Taiwan-based computer hardware company Gigabyte Technology has been hit with a cyberattack from the group RansomExx, according to numerous reports.

Gigabyte primarily produces motherboards but has also moved into hardware such as graphics cards and other PC components.

Tech website BleepingComputer reported that 112GB of data was stolen from servers some time between the night of Tuesday (3 August) and the early morning of Wednesday (4 August) last week. Local news site United Daily News also confirmed the attack but highlighted that production was not affected in the incident.

There were reports of parts of the company’s website being down, however, with support services affected. Recent comments on Gigabyte’s Facebook page include multiple complaints looking for support services.

“Great time to factory reset my Aero laptop. Can’t download anything from your website for two days now. Please fix your support site,” said one customer. Another listed their technical specifications after saying: “Because I couldn’t contact you via your website, I’m asking here.”

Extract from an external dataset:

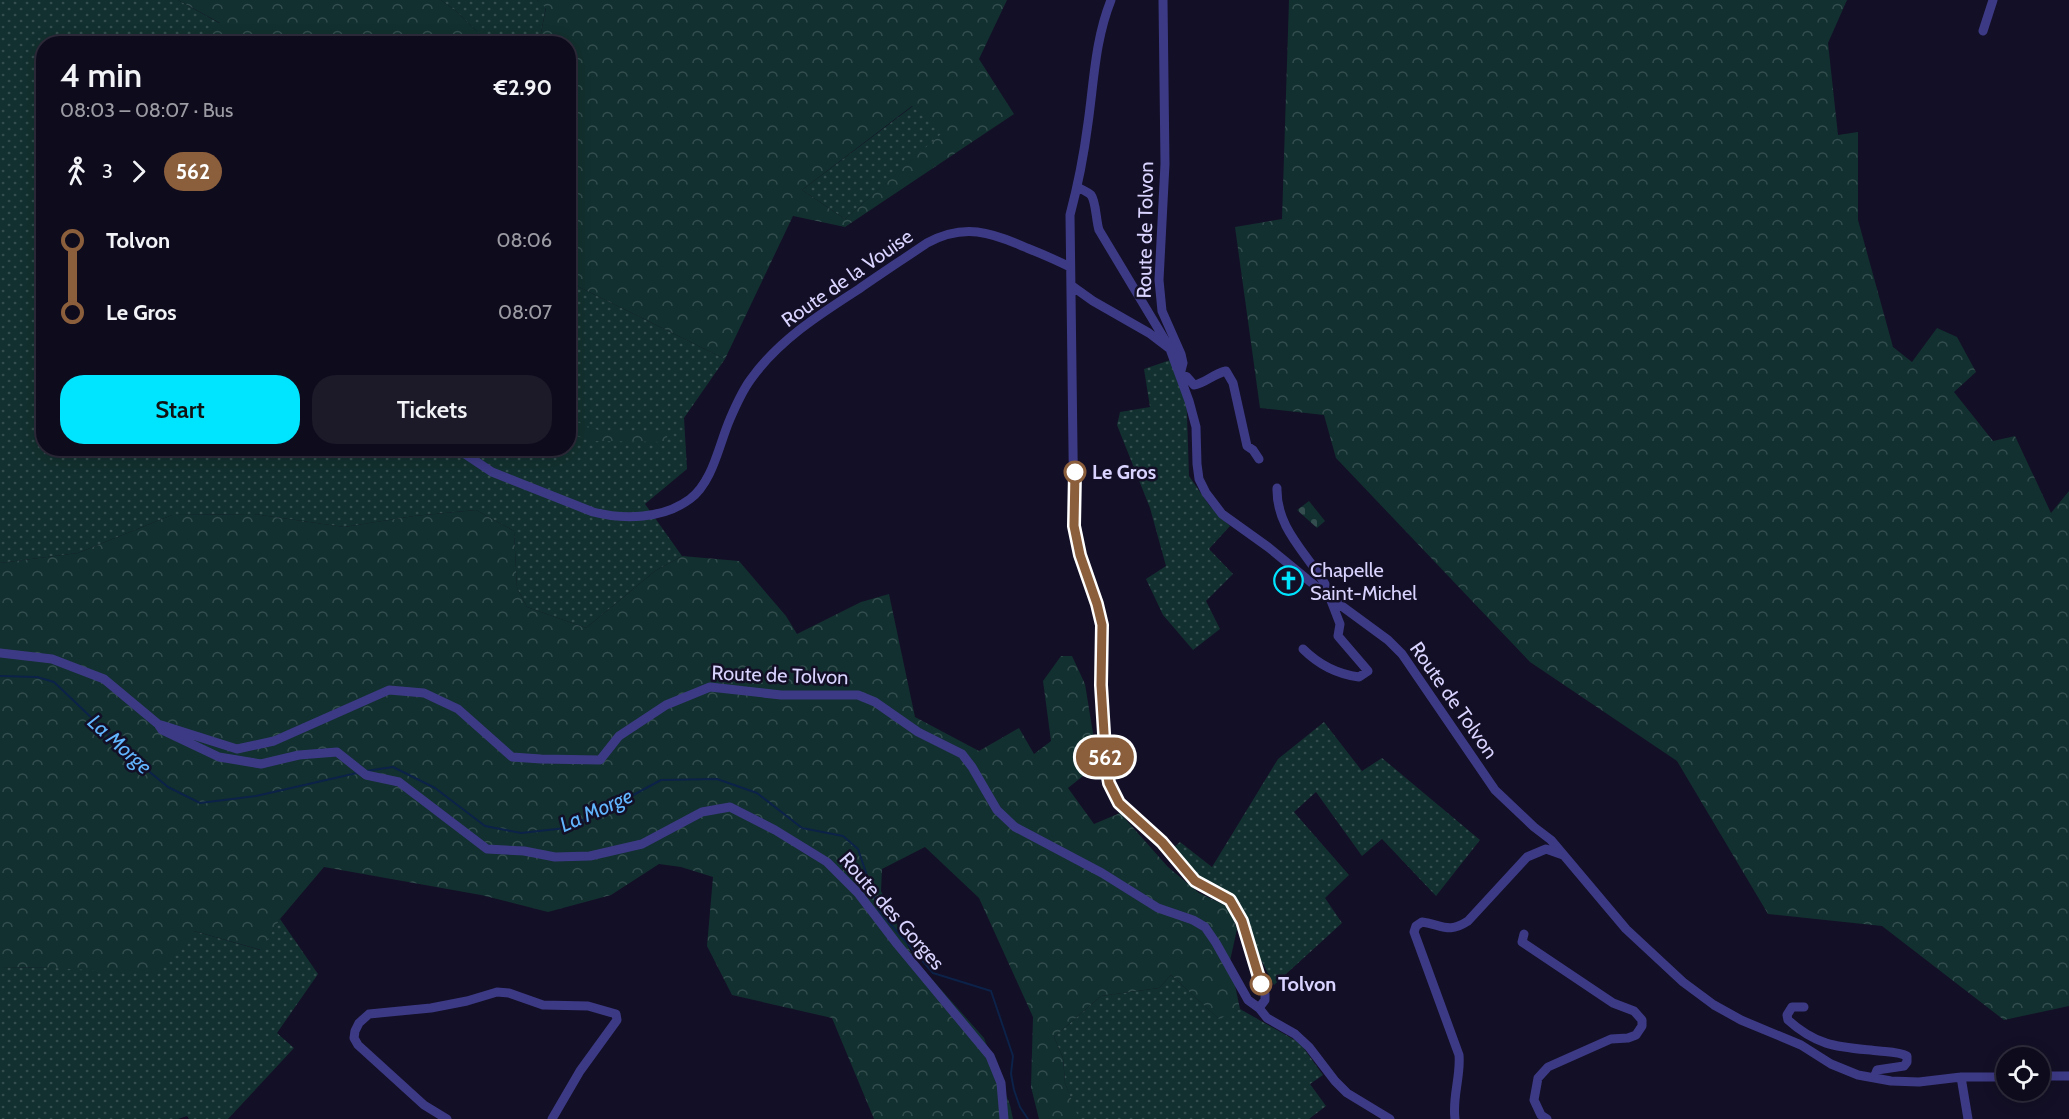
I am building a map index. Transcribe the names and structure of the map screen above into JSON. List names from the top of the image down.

RansomExx is the group responsible for the attack, according to BleepingComputer sources. Titanhq has posted a detailed description of the group, saying it uses Trojan-based malware to infect systems via email.

Through a protected Word document, a victim’s computer is infected and files are encrypted. A counter is then displayed that counts down with a warning that files will be deleted if the ransom is not paid in time.

While the attackers previously only worked with Windows systems, Titanhq said they have since moved to Linux operations as well.

BleepingComputer reported that it verified the Gigabyte attack by following a link provided by a source to a non-public RansomEXX page. In a ransom note seen by BleepingComputer, criminals claim to have encrypted a number of documents that are under NDA.

A recent cyber insurance report found that the number of ransomware attacks worldwide between the first quarter of 2019 and the last quarter of 2020 increased by 170pc. There have been several high-profile ransomware incidents in recent months, including attacks on Ireland’s healthcare system, a key US fuel pipeline, and meat supplier JBS.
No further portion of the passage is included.